The Fence.
[Please note, as I tweeted this morning (whoa, I’m so new age), I’m fully aware this post will create lots of different opinions, so please inform yourselves (read the comments/reblogs!) as this is my, personal opinion. I’ve been finding the comments very interesting, I must say.]
I’ve been on both sides of the fence.
I’ve strolled into a convenience store, reached for some candy, a pop, and a chocolate bar, well… I’ll make it a 100 calorie one, because y’know… I don’t wanna get fat, then walked away, hating on myself, but anticipating each moment until that delicious food can touch my mouth. I’ve been on the side where a McDonalds small fries as a snack won’t count, and that just one more slice of cheese won’t matter.
The side where a run, or stepping foot in the gym is unheard of. Where I’d choose a night of drunken festivities over a run any night of the week, where I truly find the concept of movement foreign, and I’m getting fatter by the day, but it’s o.k., because I know I’ll change tomorrow.
I’ve also been on the other side of the fence.
I’ve strolled by that same convenience store, and absolutely not comprehended how I could have eaten something so terrible so easily.

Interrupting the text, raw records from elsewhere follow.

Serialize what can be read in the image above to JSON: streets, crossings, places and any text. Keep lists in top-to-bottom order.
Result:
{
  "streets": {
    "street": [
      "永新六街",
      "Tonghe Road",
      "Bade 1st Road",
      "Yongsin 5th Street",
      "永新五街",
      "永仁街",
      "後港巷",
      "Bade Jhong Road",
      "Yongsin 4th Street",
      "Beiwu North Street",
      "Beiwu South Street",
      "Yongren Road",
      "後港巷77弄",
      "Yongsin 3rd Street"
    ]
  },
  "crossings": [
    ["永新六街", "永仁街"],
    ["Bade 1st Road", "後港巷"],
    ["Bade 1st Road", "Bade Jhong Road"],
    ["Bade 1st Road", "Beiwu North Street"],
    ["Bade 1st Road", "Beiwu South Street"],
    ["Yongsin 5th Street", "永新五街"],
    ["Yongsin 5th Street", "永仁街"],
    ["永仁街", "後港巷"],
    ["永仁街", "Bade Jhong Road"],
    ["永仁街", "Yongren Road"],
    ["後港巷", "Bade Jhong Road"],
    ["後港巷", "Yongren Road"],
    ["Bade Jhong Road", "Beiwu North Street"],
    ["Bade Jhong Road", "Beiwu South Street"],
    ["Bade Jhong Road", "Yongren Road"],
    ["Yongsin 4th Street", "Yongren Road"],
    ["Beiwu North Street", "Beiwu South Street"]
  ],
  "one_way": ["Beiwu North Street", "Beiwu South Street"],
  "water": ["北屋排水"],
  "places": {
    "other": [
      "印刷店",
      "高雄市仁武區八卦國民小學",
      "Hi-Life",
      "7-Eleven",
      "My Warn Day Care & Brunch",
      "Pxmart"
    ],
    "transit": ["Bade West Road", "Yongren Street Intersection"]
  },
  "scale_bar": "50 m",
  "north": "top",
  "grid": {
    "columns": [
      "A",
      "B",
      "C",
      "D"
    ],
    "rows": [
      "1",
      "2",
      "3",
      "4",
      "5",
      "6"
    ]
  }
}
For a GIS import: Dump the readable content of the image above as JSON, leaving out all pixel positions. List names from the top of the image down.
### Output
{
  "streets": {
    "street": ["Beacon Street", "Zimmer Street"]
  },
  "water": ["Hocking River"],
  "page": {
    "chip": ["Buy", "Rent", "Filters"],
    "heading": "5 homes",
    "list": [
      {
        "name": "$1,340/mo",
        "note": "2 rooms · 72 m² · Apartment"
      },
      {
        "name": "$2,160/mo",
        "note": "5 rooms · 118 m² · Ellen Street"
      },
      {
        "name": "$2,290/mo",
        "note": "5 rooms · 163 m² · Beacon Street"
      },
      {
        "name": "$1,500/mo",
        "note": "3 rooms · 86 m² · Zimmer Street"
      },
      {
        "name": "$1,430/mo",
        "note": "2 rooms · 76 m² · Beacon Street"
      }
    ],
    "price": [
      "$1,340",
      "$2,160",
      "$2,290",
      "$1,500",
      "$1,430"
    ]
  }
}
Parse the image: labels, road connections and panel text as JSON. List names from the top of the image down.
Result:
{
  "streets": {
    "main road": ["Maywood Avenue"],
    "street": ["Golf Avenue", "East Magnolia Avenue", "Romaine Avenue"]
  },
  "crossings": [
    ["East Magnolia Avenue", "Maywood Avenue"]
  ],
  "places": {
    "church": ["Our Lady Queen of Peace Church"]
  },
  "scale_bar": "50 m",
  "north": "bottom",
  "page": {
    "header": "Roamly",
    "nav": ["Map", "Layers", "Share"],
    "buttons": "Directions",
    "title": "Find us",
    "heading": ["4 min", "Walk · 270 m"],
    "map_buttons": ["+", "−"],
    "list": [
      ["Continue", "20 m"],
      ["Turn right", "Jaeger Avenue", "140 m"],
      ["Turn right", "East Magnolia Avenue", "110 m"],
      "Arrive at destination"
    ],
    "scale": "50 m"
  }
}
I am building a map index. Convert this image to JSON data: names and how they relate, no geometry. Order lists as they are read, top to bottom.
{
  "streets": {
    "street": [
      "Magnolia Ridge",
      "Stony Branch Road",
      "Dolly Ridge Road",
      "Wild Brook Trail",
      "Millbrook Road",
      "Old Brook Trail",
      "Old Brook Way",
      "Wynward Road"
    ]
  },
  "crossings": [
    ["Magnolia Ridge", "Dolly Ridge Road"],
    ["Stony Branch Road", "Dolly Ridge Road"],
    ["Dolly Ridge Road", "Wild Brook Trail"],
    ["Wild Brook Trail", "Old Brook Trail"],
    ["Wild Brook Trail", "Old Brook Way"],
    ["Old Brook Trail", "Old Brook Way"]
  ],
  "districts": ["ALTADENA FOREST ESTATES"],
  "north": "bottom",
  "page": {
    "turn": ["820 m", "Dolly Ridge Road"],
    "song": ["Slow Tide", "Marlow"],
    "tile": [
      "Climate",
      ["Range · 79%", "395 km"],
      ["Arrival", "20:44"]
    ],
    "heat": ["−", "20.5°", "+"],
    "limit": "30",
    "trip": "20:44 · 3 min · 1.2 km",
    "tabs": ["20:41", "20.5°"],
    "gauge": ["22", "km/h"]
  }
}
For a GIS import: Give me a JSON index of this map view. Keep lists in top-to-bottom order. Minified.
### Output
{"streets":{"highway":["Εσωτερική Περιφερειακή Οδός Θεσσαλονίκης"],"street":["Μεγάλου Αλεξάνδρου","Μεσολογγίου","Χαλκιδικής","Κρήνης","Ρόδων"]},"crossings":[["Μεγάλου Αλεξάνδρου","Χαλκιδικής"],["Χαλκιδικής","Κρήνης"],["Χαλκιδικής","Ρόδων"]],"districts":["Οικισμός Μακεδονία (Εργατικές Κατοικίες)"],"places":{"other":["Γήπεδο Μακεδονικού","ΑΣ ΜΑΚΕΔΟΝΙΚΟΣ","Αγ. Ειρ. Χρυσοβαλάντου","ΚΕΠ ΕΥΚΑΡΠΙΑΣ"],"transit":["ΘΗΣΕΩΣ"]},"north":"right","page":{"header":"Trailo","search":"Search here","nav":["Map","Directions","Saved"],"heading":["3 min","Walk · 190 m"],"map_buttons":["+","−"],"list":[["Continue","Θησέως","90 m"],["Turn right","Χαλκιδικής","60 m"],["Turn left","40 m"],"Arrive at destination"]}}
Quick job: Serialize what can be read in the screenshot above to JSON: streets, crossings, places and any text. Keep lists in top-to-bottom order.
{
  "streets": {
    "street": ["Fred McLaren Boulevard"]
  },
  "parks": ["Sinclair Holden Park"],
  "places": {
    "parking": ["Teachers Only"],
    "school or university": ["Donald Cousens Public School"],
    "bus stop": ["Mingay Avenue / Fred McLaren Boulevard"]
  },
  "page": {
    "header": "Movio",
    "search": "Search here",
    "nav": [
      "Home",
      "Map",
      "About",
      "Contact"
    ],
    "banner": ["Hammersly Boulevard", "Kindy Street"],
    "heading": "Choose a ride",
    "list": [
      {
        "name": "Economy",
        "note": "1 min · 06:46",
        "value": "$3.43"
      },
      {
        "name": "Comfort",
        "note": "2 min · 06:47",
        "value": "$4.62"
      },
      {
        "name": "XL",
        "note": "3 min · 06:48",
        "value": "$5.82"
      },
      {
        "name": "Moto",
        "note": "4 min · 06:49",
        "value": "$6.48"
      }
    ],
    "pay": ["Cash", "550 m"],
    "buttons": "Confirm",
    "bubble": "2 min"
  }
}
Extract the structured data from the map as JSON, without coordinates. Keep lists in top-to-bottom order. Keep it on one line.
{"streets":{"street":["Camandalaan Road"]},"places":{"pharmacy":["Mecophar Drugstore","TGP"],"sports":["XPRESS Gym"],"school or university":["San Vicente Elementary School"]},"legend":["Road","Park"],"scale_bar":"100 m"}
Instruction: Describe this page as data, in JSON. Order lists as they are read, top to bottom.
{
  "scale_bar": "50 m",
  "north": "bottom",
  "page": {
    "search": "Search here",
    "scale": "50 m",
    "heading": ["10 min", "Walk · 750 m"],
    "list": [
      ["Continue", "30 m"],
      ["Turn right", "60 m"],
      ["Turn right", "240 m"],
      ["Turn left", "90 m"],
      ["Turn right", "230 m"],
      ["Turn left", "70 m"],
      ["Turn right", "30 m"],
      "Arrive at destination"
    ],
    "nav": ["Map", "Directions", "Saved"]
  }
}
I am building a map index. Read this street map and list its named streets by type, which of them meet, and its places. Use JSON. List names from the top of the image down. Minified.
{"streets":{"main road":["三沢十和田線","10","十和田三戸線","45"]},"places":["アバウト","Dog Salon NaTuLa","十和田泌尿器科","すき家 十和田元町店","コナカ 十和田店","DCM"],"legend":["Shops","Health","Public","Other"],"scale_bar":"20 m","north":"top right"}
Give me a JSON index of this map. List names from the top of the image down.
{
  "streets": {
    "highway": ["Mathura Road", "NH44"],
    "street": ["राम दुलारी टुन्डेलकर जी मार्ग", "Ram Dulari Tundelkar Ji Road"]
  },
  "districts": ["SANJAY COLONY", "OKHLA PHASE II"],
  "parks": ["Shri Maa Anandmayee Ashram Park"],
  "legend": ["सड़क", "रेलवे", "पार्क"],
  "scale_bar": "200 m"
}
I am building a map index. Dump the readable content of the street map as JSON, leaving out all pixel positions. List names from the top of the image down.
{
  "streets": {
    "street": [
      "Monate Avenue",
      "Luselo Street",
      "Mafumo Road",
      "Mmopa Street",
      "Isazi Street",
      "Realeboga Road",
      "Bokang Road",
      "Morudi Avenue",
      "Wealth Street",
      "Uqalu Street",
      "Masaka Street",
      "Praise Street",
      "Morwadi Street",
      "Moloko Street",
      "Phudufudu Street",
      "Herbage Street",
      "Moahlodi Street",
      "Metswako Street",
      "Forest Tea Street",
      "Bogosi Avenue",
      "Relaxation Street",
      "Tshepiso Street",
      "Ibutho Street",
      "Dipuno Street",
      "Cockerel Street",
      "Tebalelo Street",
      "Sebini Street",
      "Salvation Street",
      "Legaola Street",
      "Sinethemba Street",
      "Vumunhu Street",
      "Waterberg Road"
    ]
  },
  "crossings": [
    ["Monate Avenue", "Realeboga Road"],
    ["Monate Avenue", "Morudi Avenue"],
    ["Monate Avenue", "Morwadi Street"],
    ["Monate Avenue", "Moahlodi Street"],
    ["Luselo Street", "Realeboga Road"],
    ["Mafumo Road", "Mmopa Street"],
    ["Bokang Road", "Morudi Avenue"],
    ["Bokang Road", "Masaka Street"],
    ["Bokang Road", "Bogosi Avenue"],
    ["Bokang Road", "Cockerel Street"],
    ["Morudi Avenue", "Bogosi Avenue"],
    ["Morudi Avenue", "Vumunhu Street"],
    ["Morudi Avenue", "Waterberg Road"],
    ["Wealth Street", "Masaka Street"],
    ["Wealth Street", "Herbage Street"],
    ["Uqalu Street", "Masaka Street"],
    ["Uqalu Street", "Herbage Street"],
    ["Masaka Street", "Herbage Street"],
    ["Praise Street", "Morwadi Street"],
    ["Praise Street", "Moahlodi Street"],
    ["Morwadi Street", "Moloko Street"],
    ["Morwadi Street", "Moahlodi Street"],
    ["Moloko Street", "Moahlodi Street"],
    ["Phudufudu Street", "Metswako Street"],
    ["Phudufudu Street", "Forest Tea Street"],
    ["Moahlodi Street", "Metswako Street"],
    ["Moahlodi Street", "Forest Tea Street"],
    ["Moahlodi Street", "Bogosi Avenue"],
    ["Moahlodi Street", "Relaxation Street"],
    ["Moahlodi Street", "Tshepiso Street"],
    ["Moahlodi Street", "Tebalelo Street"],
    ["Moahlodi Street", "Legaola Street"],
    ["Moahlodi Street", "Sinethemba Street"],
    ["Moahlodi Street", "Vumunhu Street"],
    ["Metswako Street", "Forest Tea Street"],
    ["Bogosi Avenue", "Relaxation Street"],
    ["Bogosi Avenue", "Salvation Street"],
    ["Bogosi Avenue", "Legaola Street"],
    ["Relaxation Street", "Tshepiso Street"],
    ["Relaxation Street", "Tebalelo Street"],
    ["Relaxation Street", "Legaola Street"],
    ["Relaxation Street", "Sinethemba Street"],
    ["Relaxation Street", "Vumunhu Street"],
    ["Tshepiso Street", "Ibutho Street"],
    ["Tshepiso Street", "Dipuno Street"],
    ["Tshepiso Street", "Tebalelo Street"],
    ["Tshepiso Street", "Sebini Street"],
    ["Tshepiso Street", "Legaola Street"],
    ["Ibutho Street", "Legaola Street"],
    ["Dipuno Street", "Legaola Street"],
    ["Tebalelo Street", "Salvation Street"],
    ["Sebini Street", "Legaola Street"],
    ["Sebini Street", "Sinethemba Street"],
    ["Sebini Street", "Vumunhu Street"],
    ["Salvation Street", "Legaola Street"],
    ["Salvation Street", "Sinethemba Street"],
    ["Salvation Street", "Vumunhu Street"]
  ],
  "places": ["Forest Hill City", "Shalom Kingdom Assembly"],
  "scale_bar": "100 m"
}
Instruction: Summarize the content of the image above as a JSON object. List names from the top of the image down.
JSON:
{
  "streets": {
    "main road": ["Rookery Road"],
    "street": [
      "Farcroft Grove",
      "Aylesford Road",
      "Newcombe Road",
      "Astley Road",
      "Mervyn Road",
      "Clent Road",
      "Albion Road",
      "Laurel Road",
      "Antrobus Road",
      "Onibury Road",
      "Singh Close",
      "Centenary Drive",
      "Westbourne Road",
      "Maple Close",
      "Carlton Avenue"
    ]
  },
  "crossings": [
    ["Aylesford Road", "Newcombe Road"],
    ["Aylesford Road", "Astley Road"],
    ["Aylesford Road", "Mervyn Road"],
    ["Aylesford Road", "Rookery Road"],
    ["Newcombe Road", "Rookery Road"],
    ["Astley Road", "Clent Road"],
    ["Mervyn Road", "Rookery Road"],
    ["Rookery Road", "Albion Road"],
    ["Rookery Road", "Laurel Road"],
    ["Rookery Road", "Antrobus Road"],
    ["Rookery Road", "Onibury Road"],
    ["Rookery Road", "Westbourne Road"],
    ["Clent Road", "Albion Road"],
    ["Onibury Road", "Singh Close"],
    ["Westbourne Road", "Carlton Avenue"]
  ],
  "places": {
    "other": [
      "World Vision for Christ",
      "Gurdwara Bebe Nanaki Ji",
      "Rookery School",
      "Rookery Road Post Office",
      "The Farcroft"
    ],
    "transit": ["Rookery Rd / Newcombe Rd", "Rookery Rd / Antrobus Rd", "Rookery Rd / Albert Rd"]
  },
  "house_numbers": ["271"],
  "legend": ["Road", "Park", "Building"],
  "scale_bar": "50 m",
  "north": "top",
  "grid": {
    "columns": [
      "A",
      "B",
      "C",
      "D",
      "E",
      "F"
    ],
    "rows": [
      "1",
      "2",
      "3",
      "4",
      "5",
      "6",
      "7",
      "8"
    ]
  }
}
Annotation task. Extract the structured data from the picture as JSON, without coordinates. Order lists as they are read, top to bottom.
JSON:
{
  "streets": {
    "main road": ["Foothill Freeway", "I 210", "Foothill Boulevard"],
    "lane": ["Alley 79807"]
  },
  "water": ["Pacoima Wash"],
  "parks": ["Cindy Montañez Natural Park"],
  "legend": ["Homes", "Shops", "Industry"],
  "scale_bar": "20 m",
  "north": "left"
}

How a few times a week I was eating a 350 calorie chocolate bar, getting McDonalds fries, and popping candy like it was job, absolutely boggled (disgusted even) my mind. Where I ordered the same thing for lunch everyday, “salad please,” and where Sunday, Tuesday, Wednesday and Friday runs weren’t a question, but a way of life. I’ve been on the side where asparagus and brussel sprouts were food staples, and that alcohol meant empty calories, so why the hell would I do that?
I’ve been on both distinct sides of the fence.
I’ve felt what it’s like to care, and felt what it’s like to not. I’ve been thinking a lot about this lately, and about how we’re supposed to have “balance” in our lives, how we’re supposed to play on both sides of the fence, in order to lead “a well rounded life.” How this is what all these girls out there are being told, “it’s all about balance,” well…
I’m calling bullshit. Right now. This moment. Bullshit.
To lose weight, to see results, you have to be perfect, 110% of the time (and people, I don’t mean being drastic and stupid when I say this, but healthy). Playing on both sides of the fence may maintain you, but if you really want to lose weight, once and for all, you can’t cheat, not even a little bit, not even at all.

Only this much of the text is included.